Prompt: Keeping every word intact, reproduce all of the records.

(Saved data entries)
++++++
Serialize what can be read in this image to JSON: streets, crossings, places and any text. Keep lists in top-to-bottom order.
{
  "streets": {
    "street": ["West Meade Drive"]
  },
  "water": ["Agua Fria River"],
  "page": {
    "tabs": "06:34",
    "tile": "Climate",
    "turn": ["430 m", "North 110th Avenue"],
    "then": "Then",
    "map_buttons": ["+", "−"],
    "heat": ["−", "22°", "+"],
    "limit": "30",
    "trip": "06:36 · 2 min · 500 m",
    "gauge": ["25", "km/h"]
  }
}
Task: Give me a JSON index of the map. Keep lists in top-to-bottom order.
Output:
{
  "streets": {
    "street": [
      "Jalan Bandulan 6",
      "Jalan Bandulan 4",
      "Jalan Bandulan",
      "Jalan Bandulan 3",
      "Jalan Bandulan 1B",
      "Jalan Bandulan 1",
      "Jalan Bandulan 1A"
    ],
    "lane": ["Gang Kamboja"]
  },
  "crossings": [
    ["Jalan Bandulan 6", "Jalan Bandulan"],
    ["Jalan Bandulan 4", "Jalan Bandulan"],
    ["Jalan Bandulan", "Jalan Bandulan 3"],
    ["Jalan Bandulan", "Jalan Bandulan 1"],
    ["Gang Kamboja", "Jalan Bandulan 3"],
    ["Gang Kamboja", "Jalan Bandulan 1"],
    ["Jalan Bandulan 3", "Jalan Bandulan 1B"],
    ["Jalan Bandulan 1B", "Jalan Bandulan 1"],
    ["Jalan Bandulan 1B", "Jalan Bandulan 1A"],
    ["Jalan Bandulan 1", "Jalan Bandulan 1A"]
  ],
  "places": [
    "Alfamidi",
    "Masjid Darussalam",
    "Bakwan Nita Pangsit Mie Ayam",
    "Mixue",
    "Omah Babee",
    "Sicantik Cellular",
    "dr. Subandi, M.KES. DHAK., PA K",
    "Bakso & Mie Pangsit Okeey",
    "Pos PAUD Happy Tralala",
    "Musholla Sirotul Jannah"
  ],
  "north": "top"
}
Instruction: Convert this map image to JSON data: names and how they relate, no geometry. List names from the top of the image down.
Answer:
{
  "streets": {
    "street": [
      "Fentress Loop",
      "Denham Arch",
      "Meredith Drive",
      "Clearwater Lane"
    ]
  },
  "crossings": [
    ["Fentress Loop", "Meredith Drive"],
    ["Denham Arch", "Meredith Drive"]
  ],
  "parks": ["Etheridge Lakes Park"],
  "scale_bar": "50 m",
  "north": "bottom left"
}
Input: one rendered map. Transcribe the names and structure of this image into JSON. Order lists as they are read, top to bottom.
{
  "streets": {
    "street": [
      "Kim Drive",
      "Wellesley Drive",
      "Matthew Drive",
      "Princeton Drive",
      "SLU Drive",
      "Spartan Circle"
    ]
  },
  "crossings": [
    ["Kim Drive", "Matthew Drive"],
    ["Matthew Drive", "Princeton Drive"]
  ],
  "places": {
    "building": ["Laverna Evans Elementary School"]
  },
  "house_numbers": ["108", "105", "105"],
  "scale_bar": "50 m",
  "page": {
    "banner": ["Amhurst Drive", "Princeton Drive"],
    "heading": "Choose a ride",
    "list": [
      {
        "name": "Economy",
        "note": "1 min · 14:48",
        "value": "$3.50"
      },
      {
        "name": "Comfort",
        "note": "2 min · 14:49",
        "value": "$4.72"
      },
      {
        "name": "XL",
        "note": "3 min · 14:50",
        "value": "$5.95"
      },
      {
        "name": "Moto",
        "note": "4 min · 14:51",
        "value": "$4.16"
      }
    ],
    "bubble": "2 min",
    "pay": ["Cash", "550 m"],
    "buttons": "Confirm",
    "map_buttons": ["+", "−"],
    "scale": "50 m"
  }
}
++++++
Task response:
Serialize what can be read in this image to JSON: streets, crossings, places and any text. Keep lists in top-to-bottom order.
{
  "streets": {
    "street": ["West Meade Drive"]
  },
  "water": ["Agua Fria River"],
  "page": {
    "tabs": "06:34",
    "tile": "Climate",
    "turn": ["430 m", "North 110th Avenue"],
    "then": "Then",
    "map_buttons": ["+", "−"],
    "heat": ["−", "22°", "+"],
    "limit": "30",
    "trip": "06:36 · 2 min · 500 m",
    "gauge": ["25", "km/h"]
  }
}
Task: Give me a JSON index of the map. Keep lists in top-to-bottom order.
Output:
{
  "streets": {
    "street": [
      "Jalan Bandulan 6",
      "Jalan Bandulan 4",
      "Jalan Bandulan",
      "Jalan Bandulan 3",
      "Jalan Bandulan 1B",
      "Jalan Bandulan 1",
      "Jalan Bandulan 1A"
    ],
    "lane": ["Gang Kamboja"]
  },
  "crossings": [
    ["Jalan Bandulan 6", "Jalan Bandulan"],
    ["Jalan Bandulan 4", "Jalan Bandulan"],
    ["Jalan Bandulan", "Jalan Bandulan 3"],
    ["Jalan Bandulan", "Jalan Bandulan 1"],
    ["Gang Kamboja", "Jalan Bandulan 3"],
    ["Gang Kamboja", "Jalan Bandulan 1"],
    ["Jalan Bandulan 3", "Jalan Bandulan 1B"],
    ["Jalan Bandulan 1B", "Jalan Bandulan 1"],
    ["Jalan Bandulan 1B", "Jalan Bandulan 1A"],
    ["Jalan Bandulan 1", "Jalan Bandulan 1A"]
  ],
  "places": [
    "Alfamidi",
    "Masjid Darussalam",
    "Bakwan Nita Pangsit Mie Ayam",
    "Mixue",
    "Omah Babee",
    "Sicantik Cellular",
    "dr. Subandi, M.KES. DHAK., PA K",
    "Bakso & Mie Pangsit Okeey",
    "Pos PAUD Happy Tralala",
    "Musholla Sirotul Jannah"
  ],
  "north": "top"
}
Instruction: Convert this map image to JSON data: names and how they relate, no geometry. List names from the top of the image down.
Answer:
{
  "streets": {
    "street": [
      "Fentress Loop",
      "Denham Arch",
      "Meredith Drive",
      "Clearwater Lane"
    ]
  },
  "crossings": [
    ["Fentress Loop", "Meredith Drive"],
    ["Denham Arch", "Meredith Drive"]
  ],
  "parks": ["Etheridge Lakes Park"],
  "scale_bar": "50 m",
  "north": "bottom left"
}
Input: one rendered map. Transcribe the names and structure of this image into JSON. Order lists as they are read, top to bottom.
{
  "streets": {
    "street": [
      "Kim Drive",
      "Wellesley Drive",
      "Matthew Drive",
      "Princeton Drive",
      "SLU Drive",
      "Spartan Circle"
    ]
  },
  "crossings": [
    ["Kim Drive", "Matthew Drive"],
    ["Matthew Drive", "Princeton Drive"]
  ],
  "places": {
    "building": ["Laverna Evans Elementary School"]
  },
  "house_numbers": ["108", "105", "105"],
  "scale_bar": "50 m",
  "page": {
    "banner": ["Amhurst Drive", "Princeton Drive"],
    "heading": "Choose a ride",
    "list": [
      {
        "name": "Economy",
        "note": "1 min · 14:48",
        "value": "$3.50"
      },
      {
        "name": "Comfort",
        "note": "2 min · 14:49",
        "value": "$4.72"
      },
      {
        "name": "XL",
        "note": "3 min · 14:50",
        "value": "$5.95"
      },
      {
        "name": "Moto",
        "note": "4 min · 14:51",
        "value": "$4.16"
      }
    ],
    "bubble": "2 min",
    "pay": ["Cash", "550 m"],
    "buttons": "Confirm",
    "map_buttons": ["+", "−"],
    "scale": "50 m"
  }
}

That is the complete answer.